Speaking exclusively with Etalk, the Bridesmaids star revealed that not only did she base her look and approach to Ursula on drag queens, she also gushed about drag’s cultural relevance.
“We’ve been telling stories since the beginning of time, drag has been a part of that,” she said. “It’s Shakepearean, there’s never not been drag.”
She continued emphatically, “To have a microscope and the hate coming towards it is really unbelievable. Certainly anyone who doesn’t like it has never been to a great drag brunch!”
The Can You Ever Forgive Me? star went on to explain how drag served to inform her career and her approach to comedy.
“I have been a fan, a big fan of drag since I was in my teens and first saw it. The humour, the dedication to how much work goes into a drag show and to a persona … It’s so clever, it’s so heady, it’s so irreverent, you’re the butt of the joke and you’re telling the jokes!”
“It’s a fantastic art form that I can't recommend enough how much we need it,” she added. “And if you haven’t seen it, do yourself a favour because I’ll tell you what: Drag is NOT THE PROBLEM.”
Her comments come at a time when drag bans are sweeping the United States, especially in Montana, Tennessee and Florida, where drag shows have been banned to anyone under the age of 18, and curiously labeled as “sexually oriented” performances.

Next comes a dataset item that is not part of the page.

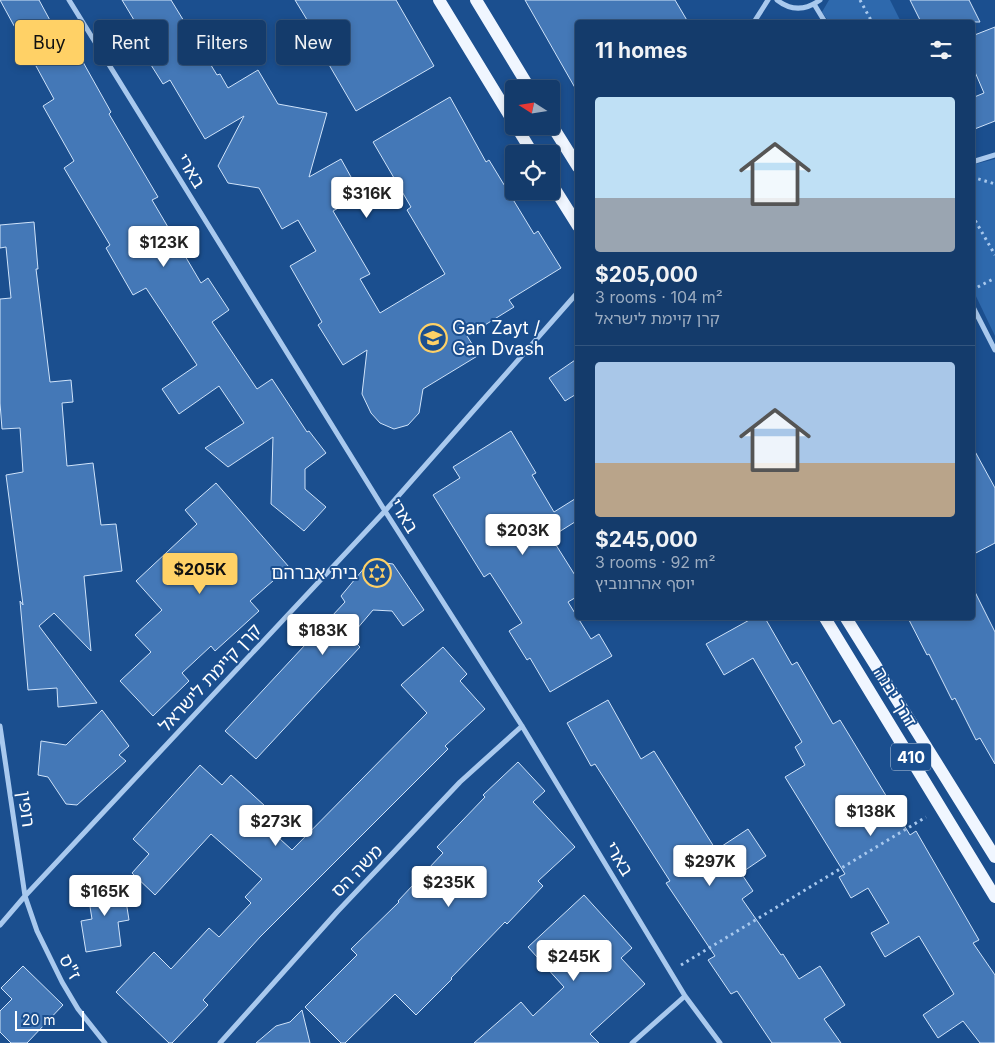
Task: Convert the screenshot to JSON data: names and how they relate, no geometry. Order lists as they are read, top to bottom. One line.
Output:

Montana has also banned drag readings to children, citing the need to protect children. However these states have not introduced legislation to restrict gun ownership to protect children, as school shootings are the number one killer of American children, per CNN.

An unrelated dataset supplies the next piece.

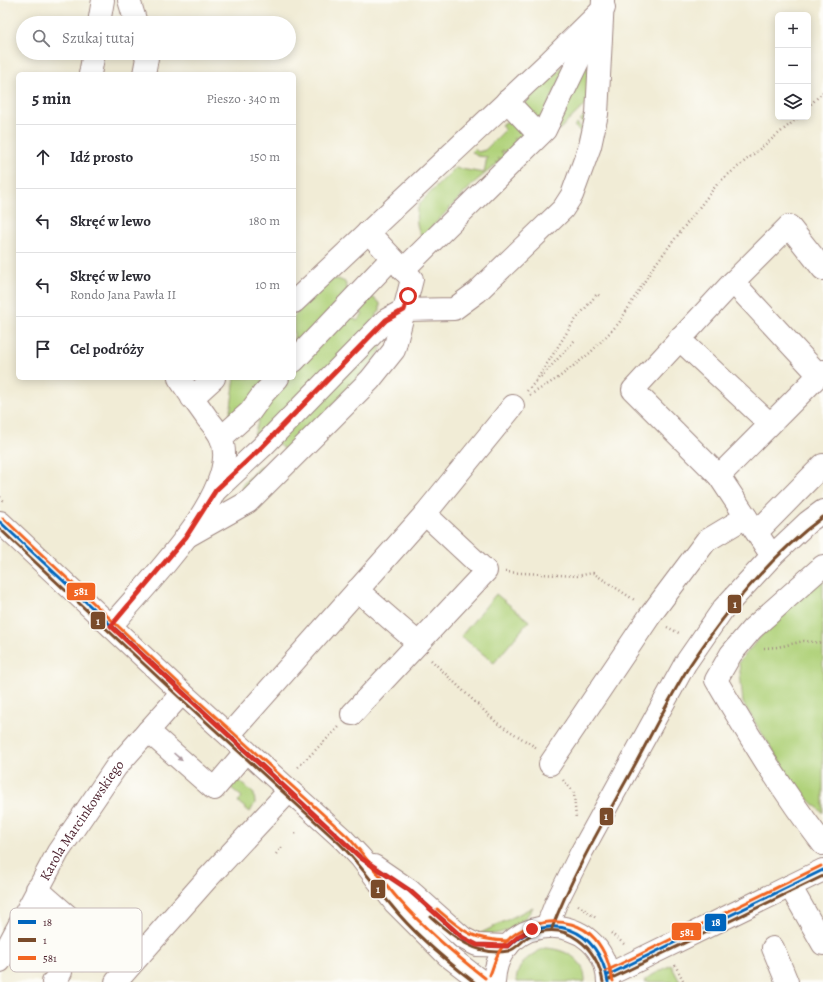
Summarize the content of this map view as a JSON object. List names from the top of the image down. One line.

This isn’t the first time Melissa has tipped her hat to drag performers for inspiration. On The Little Mermaid red carpet, Melissa gushed that she’s been “stealing from drag queens for years,” and that there’s “something about Ursula” that hits the drag note, like her makeup, her vulnerability, her acerbic wit, and her bite. “I think that’s what drag does so well.”
Speaking of makeup, Disney and Melissa have shared on social media how the drag-inspired makeup of Ursula (based off of drag performer Divine, per TIME), came to be and how it evolved. This is a transformation!
"I have always been, since my teens, a huge fan of drag," she also told Out Magazine. "I think it's an unbelievable art form, and I couldn't separate that from Ursula."
This isn’t the first time Melissa has revealed her undying devotion to drag. In a 2017 Rolling Stone cover story, she revealed that during her struggling actor days in the 90s while living in Hell’s Kitchen, she donned full drag on stage. “It was me there with my lovely gay guy friends and I was dressed like a big old drag queen. I went by Miss Y,” she told the outlet.
“I had a gold lamé swing coat on, a huge wig, big eyelashes. I talked about being incredibly wealthy and beautiful and living extravagantly, and the first night worked great. It was such a happy, good feeling, and it gave me such confidence.”
'The Little Mermaid' is in cinemas now.